**Exercise instructions**
Every line in the records below that holds the word "radius" is to be copied.

**Dataset items**
════════
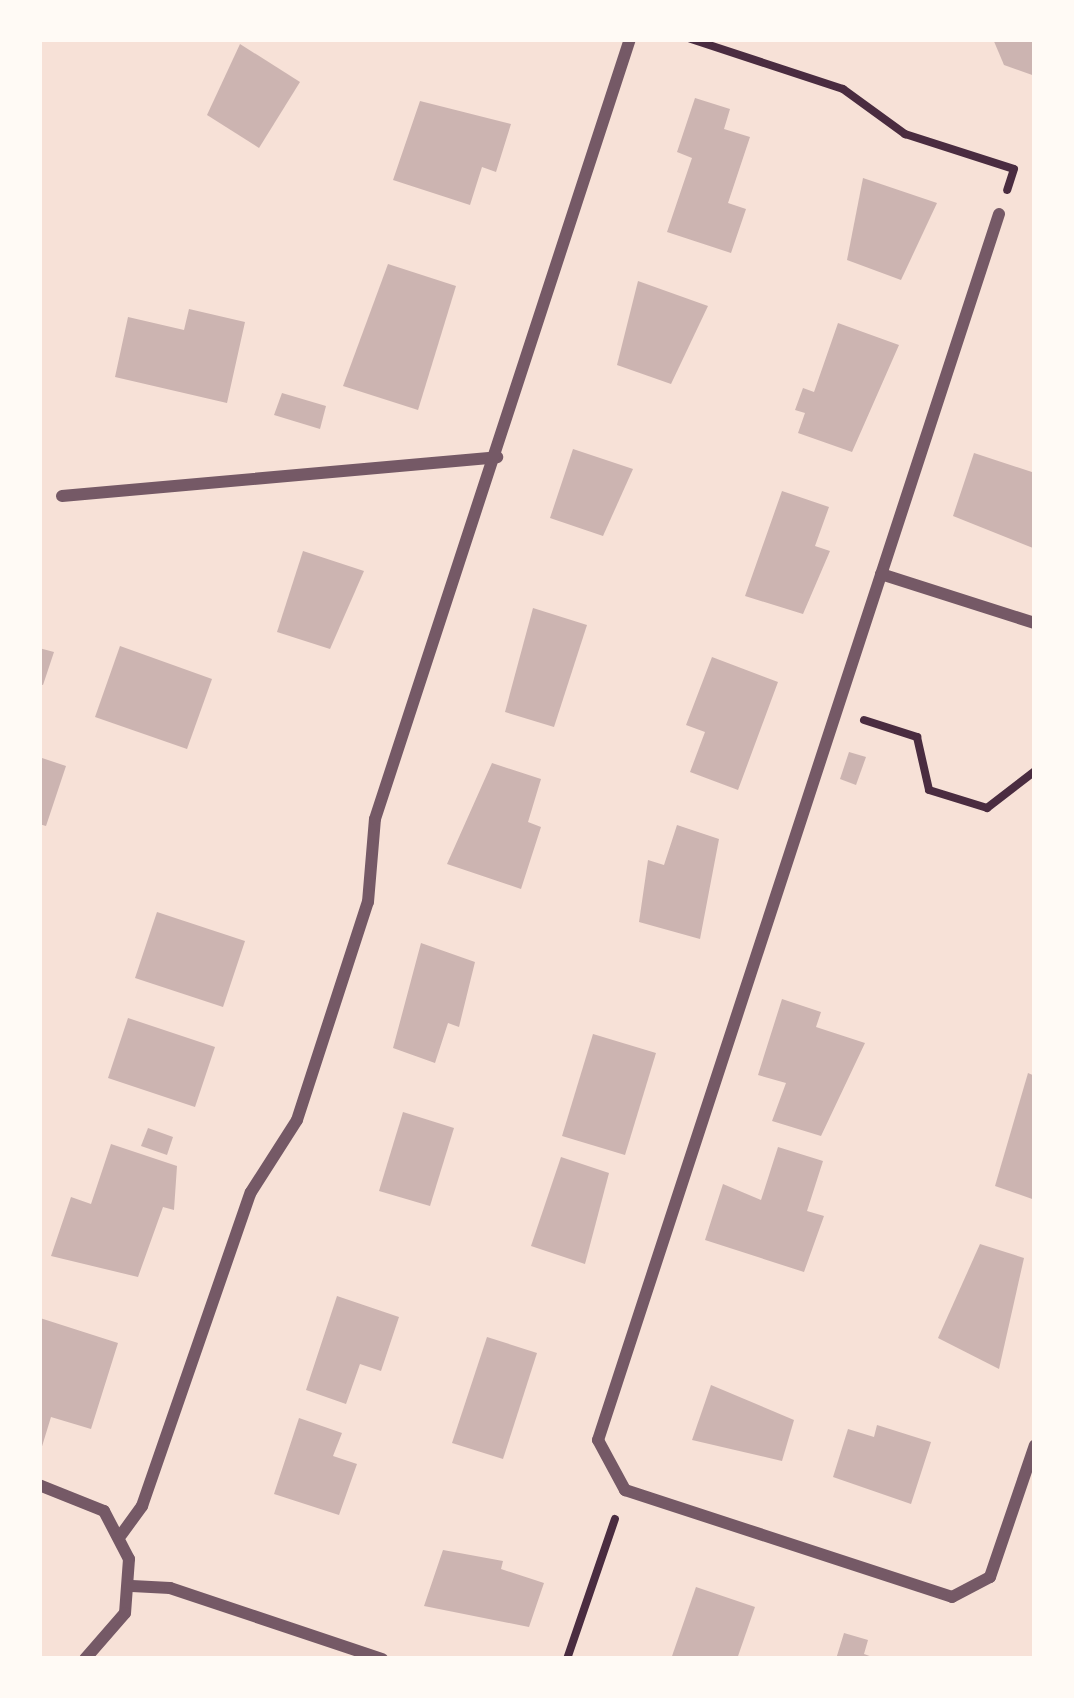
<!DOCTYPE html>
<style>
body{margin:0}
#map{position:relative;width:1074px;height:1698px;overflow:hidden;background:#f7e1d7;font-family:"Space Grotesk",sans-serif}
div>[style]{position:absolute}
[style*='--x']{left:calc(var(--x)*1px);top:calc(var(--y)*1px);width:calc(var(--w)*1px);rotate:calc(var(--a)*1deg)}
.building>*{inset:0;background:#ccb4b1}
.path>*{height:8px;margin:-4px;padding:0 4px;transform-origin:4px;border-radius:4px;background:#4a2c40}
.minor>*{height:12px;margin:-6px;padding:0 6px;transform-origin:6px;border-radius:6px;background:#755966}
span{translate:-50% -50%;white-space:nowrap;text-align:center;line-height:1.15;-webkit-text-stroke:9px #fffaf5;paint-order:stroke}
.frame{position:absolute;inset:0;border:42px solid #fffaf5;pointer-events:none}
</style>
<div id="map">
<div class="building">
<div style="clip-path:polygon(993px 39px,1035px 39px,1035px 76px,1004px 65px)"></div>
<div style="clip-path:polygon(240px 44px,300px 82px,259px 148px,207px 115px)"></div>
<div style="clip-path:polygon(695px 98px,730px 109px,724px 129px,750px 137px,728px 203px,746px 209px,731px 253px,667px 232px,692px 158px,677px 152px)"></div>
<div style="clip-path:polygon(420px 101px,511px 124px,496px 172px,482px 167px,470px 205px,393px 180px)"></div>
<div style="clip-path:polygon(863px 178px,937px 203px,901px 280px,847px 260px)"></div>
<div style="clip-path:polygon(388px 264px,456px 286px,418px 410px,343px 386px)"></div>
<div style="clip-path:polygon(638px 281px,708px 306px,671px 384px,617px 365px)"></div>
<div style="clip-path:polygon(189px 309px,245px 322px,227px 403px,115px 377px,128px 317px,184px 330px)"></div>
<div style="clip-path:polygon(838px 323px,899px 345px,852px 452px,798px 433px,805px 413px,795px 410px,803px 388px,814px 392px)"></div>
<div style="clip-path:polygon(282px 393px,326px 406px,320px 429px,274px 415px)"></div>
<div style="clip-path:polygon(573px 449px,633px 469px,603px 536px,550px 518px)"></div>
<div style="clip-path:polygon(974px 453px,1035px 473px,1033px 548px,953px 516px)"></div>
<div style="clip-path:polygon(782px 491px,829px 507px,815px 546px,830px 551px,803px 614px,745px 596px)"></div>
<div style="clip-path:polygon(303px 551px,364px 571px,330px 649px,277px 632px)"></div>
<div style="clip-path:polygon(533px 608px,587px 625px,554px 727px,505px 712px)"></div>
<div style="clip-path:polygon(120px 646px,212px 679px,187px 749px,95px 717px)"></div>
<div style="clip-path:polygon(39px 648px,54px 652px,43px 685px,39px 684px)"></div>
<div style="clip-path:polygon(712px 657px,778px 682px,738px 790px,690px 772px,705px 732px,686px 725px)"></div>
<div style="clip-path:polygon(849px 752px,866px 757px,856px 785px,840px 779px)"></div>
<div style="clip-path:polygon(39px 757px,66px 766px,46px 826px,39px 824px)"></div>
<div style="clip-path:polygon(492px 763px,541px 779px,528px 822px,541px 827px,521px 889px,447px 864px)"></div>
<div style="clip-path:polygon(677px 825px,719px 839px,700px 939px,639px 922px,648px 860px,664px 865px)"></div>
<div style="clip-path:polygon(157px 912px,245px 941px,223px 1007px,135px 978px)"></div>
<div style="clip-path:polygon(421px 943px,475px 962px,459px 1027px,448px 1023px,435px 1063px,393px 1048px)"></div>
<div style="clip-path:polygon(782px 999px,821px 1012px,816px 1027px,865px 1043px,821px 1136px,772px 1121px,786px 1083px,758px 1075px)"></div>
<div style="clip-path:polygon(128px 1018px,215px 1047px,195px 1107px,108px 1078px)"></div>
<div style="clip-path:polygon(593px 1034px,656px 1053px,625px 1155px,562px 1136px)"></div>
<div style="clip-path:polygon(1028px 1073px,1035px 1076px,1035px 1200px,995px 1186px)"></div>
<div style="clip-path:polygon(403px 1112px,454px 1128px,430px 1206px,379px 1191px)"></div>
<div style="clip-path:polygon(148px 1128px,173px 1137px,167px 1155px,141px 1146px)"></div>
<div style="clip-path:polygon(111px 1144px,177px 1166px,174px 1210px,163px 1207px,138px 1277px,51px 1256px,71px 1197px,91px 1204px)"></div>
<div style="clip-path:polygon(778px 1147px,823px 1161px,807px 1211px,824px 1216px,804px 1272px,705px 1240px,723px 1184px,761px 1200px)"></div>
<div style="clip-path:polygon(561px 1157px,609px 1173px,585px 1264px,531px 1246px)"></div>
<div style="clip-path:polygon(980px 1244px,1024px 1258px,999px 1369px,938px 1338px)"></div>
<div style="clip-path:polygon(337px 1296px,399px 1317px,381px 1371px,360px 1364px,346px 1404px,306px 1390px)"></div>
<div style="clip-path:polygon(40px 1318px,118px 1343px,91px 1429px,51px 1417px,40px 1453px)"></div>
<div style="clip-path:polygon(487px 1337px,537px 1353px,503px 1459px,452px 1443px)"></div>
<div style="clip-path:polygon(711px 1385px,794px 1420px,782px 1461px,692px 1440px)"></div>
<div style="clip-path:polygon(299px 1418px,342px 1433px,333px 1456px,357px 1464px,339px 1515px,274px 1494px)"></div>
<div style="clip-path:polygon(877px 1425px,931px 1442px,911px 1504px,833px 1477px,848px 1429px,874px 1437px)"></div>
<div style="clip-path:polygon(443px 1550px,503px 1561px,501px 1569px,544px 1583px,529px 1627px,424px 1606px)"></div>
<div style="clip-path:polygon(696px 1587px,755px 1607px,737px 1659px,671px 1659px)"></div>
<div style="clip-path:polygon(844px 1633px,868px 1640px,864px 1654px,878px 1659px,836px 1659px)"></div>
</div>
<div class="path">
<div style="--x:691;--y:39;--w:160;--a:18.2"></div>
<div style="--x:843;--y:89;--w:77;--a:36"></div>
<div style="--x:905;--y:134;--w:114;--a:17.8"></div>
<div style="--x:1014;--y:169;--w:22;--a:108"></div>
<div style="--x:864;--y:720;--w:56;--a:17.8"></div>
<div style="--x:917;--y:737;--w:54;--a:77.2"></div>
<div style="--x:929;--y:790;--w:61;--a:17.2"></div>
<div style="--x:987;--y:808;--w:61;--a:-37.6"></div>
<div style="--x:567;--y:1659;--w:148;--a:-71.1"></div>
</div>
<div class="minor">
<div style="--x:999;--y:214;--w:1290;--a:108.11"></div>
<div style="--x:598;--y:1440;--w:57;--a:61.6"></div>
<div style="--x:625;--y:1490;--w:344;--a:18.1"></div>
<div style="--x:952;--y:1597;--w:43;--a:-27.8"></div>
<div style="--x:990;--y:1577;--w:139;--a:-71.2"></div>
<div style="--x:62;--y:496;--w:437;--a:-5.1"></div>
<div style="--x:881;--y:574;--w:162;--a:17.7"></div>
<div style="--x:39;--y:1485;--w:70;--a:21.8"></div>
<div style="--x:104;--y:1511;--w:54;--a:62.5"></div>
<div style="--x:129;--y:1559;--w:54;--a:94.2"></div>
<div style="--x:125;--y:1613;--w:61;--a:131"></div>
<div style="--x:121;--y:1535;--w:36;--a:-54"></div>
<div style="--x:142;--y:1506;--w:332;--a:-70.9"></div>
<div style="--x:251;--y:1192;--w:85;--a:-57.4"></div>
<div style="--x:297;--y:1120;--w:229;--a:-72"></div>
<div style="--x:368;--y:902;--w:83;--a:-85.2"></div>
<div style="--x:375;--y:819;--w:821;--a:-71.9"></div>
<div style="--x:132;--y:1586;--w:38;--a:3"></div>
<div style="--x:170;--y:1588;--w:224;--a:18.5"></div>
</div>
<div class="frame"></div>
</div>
════════
**Exercise output**
.path>*{height:8px;margin:-4px;padding:0 4px;transform-origin:4px;border-radius:4px;background:#4a2c40}
.minor>*{height:12px;margin:-6px;padding:0 6px;transform-origin:6px;border-radius:6px;background:#755966}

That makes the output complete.